Among the lines below, keep only those from the one containing "M 156,748 L 174,758 L 157,785 L 140,775 Z" through the one containing "M 884,562 L", and reproduce them exactly.

#### RECORD EXTRACTS ####

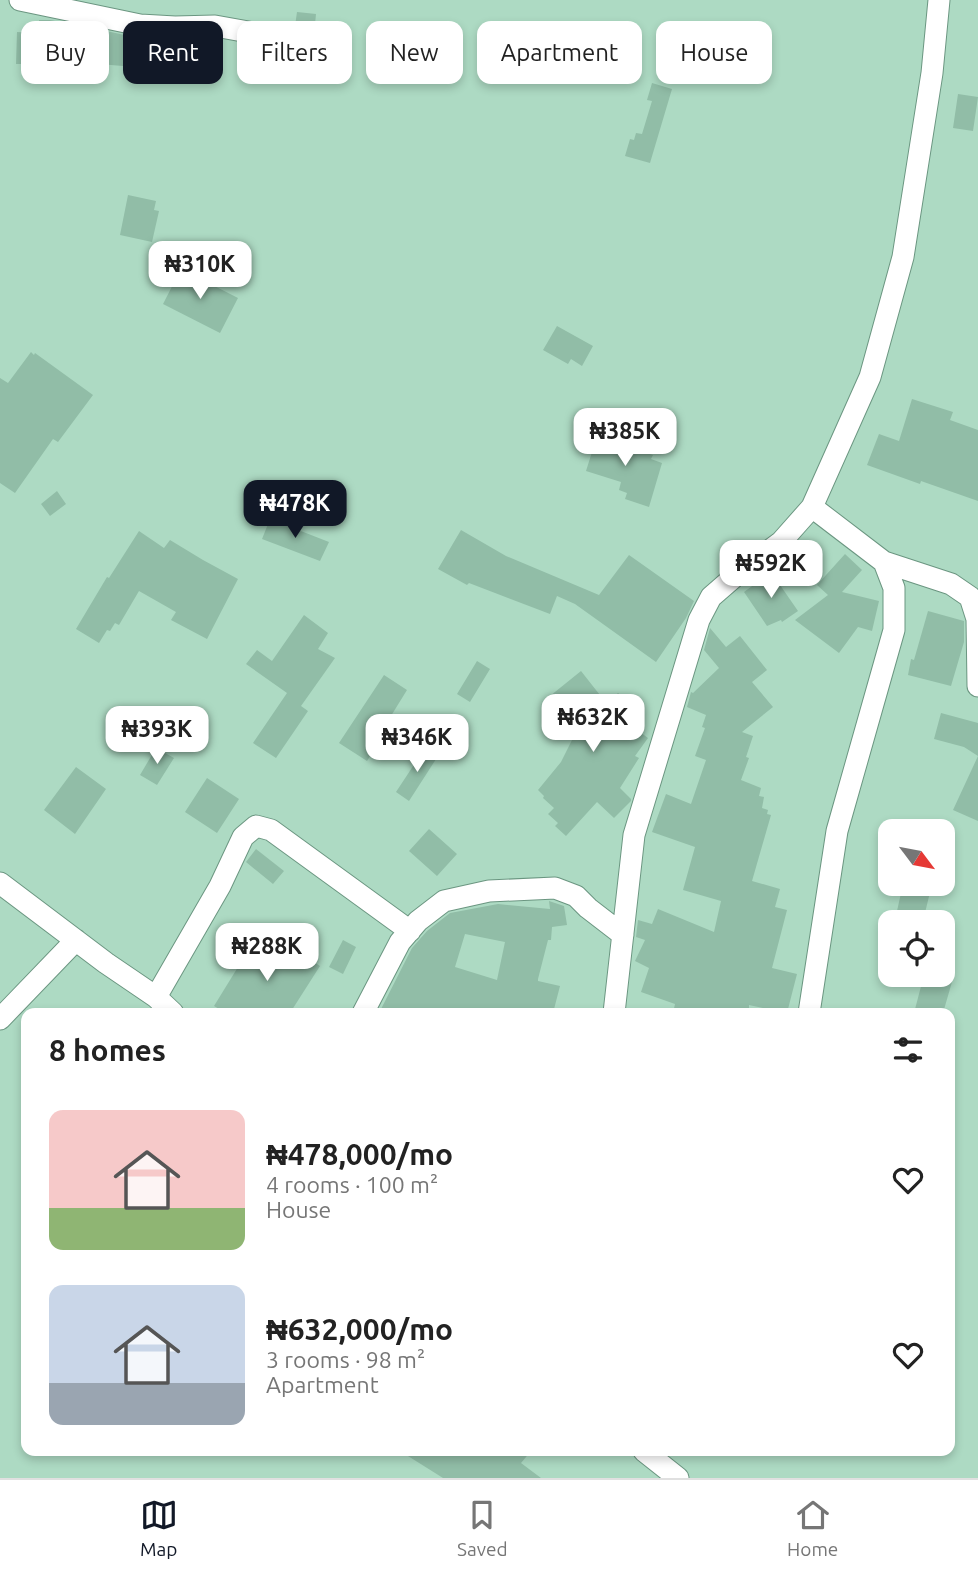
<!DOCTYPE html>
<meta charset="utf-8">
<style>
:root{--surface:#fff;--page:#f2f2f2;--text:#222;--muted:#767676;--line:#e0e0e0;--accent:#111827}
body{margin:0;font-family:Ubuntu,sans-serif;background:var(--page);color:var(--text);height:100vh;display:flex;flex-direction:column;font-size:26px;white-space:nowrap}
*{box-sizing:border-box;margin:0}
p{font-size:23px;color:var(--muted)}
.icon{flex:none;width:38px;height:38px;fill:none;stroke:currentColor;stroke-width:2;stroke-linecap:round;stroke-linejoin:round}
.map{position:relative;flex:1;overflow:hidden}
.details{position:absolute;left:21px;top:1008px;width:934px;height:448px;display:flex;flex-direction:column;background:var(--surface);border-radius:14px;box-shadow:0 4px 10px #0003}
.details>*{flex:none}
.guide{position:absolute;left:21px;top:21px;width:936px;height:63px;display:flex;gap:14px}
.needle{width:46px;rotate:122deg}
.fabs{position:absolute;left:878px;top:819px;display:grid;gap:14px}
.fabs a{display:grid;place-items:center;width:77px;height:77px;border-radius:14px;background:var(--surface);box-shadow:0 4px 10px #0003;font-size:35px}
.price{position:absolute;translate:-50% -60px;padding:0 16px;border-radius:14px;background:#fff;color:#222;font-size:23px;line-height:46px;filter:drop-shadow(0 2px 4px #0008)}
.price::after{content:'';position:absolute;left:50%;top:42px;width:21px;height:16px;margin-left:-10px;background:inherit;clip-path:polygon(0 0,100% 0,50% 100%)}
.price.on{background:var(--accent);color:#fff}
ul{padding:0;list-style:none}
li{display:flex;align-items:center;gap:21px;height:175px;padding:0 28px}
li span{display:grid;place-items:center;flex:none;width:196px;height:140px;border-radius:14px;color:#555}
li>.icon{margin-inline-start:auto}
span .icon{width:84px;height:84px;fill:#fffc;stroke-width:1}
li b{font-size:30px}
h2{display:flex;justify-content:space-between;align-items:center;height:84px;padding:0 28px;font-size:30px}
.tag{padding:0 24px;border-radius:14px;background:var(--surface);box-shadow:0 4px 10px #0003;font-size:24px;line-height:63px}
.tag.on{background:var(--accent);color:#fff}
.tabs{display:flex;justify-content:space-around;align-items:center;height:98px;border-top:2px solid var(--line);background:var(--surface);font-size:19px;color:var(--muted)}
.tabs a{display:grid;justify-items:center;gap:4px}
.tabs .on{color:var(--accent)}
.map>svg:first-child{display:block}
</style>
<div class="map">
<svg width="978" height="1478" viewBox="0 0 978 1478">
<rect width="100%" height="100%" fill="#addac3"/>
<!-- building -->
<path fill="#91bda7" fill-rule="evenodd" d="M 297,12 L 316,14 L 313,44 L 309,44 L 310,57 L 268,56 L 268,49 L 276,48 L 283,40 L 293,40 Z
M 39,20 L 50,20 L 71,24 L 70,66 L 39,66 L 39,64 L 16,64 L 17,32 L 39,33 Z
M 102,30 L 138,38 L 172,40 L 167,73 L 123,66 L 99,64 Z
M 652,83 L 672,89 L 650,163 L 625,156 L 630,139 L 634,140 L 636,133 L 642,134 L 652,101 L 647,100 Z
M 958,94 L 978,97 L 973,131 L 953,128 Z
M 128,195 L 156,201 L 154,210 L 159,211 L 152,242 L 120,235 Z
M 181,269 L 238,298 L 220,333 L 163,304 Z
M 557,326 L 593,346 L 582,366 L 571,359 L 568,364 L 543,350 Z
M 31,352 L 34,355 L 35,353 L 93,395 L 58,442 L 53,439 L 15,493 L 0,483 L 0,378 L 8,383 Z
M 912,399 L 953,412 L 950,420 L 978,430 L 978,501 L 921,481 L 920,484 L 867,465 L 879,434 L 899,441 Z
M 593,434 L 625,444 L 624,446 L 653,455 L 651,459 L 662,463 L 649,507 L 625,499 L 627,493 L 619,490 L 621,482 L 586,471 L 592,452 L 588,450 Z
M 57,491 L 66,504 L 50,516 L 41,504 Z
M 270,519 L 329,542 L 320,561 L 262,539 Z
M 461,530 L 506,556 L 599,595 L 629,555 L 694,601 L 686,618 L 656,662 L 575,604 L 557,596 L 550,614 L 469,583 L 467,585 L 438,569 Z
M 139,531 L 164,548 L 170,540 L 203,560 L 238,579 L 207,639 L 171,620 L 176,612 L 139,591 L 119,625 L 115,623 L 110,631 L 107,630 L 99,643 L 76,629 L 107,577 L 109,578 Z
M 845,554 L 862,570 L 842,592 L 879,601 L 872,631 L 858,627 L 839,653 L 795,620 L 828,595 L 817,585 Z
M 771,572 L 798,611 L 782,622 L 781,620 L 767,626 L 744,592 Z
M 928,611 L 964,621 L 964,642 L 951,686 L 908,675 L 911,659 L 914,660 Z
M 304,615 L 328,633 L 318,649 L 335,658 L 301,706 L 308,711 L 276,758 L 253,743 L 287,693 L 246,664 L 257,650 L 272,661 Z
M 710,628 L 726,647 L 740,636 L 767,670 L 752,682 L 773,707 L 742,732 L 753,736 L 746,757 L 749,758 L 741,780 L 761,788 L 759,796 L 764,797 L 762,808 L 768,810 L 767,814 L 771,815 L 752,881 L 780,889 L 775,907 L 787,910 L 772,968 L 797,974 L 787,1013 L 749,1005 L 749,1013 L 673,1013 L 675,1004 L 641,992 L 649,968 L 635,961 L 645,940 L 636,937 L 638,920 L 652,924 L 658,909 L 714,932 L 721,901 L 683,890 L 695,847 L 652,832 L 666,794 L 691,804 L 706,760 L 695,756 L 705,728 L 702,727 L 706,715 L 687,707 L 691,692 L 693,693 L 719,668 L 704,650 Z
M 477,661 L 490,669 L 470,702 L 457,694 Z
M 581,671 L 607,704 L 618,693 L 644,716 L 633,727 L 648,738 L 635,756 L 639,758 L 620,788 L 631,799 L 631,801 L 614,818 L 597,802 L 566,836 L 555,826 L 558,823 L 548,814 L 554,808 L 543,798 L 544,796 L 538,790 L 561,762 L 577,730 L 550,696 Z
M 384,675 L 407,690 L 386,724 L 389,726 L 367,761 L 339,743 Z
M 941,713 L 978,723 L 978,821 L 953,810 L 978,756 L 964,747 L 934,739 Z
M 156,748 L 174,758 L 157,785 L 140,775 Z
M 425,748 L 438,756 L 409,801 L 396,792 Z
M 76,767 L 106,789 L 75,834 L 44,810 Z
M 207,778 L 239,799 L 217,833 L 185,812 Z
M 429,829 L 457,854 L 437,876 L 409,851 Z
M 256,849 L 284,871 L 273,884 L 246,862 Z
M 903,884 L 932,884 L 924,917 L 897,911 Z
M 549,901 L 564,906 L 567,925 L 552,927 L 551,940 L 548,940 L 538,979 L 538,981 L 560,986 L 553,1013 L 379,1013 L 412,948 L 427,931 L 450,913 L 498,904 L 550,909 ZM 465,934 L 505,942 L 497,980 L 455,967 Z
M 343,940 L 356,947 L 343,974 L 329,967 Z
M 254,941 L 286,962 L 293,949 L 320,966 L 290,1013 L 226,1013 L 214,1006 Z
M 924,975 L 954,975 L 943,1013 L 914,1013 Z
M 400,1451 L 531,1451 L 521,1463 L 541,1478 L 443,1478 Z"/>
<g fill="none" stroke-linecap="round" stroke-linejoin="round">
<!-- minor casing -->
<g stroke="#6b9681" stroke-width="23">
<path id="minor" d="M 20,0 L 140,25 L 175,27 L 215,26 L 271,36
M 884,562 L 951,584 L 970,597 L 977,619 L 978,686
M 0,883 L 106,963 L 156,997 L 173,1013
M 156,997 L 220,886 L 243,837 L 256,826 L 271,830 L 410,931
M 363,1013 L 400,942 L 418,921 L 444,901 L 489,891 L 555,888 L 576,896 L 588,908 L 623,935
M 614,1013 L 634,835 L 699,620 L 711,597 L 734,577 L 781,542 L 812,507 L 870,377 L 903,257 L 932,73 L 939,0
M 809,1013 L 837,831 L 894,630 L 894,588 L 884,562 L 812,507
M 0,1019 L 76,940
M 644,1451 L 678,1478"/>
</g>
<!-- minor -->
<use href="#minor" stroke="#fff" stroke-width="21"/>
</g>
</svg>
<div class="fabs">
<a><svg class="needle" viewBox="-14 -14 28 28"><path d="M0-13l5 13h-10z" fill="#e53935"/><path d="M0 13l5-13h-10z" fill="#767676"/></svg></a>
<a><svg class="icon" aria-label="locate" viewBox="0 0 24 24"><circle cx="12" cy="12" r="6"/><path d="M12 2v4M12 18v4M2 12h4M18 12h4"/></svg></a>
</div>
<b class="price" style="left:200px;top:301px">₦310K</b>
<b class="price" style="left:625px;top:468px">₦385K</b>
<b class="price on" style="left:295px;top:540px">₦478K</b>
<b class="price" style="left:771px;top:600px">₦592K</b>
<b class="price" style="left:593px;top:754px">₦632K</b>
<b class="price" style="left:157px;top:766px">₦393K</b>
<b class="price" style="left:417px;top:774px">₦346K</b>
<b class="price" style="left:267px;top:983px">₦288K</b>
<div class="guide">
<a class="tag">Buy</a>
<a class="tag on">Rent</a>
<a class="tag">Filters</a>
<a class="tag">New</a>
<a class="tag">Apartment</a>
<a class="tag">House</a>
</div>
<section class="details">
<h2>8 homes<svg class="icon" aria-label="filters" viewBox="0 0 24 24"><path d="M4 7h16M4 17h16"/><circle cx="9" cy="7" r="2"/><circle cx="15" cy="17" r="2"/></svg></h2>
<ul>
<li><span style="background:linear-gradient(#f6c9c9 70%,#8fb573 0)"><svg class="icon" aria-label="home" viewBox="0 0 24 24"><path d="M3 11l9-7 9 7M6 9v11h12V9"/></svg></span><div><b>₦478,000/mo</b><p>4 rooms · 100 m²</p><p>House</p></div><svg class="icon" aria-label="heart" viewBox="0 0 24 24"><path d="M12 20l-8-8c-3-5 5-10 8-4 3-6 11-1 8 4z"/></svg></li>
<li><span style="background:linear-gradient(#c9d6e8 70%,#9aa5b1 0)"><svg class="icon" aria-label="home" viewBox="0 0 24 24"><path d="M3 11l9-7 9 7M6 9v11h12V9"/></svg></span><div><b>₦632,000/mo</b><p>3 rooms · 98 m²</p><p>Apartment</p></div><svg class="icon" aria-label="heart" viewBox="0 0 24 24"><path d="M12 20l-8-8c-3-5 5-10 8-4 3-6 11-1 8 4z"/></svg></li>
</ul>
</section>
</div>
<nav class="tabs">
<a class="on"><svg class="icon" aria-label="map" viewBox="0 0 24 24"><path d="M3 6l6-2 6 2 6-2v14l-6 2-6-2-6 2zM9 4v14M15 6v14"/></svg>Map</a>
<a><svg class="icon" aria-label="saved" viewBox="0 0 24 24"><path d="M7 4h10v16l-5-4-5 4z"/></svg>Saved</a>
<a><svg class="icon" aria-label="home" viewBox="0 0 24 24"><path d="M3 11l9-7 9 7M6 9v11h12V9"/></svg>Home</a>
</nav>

####

OUTPUT OF THE TASK
M 156,748 L 174,758 L 157,785 L 140,775 Z
M 425,748 L 438,756 L 409,801 L 396,792 Z
M 76,767 L 106,789 L 75,834 L 44,810 Z
M 207,778 L 239,799 L 217,833 L 185,812 Z
M 429,829 L 457,854 L 437,876 L 409,851 Z
M 256,849 L 284,871 L 273,884 L 246,862 Z
M 903,884 L 932,884 L 924,917 L 897,911 Z
M 549,901 L 564,906 L 567,925 L 552,927 L 551,940 L 548,940 L 538,979 L 538,981 L 560,986 L 553,1013 L 379,1013 L 412,948 L 427,931 L 450,913 L 498,904 L 550,909 ZM 465,934 L 505,942 L 497,980 L 455,967 Z
M 343,940 L 356,947 L 343,974 L 329,967 Z
M 254,941 L 286,962 L 293,949 L 320,966 L 290,1013 L 226,1013 L 214,1006 Z
M 924,975 L 954,975 L 943,1013 L 914,1013 Z
M 400,1451 L 531,1451 L 521,1463 L 541,1478 L 443,1478 Z"/>
<g fill="none" stroke-linecap="round" stroke-linejoin="round">
<!-- minor casing -->
<g stroke="#6b9681" stroke-width="23">
<path id="minor" d="M 20,0 L 140,25 L 175,27 L 215,26 L 271,36
M 884,562 L 951,584 L 970,597 L 977,619 L 978,686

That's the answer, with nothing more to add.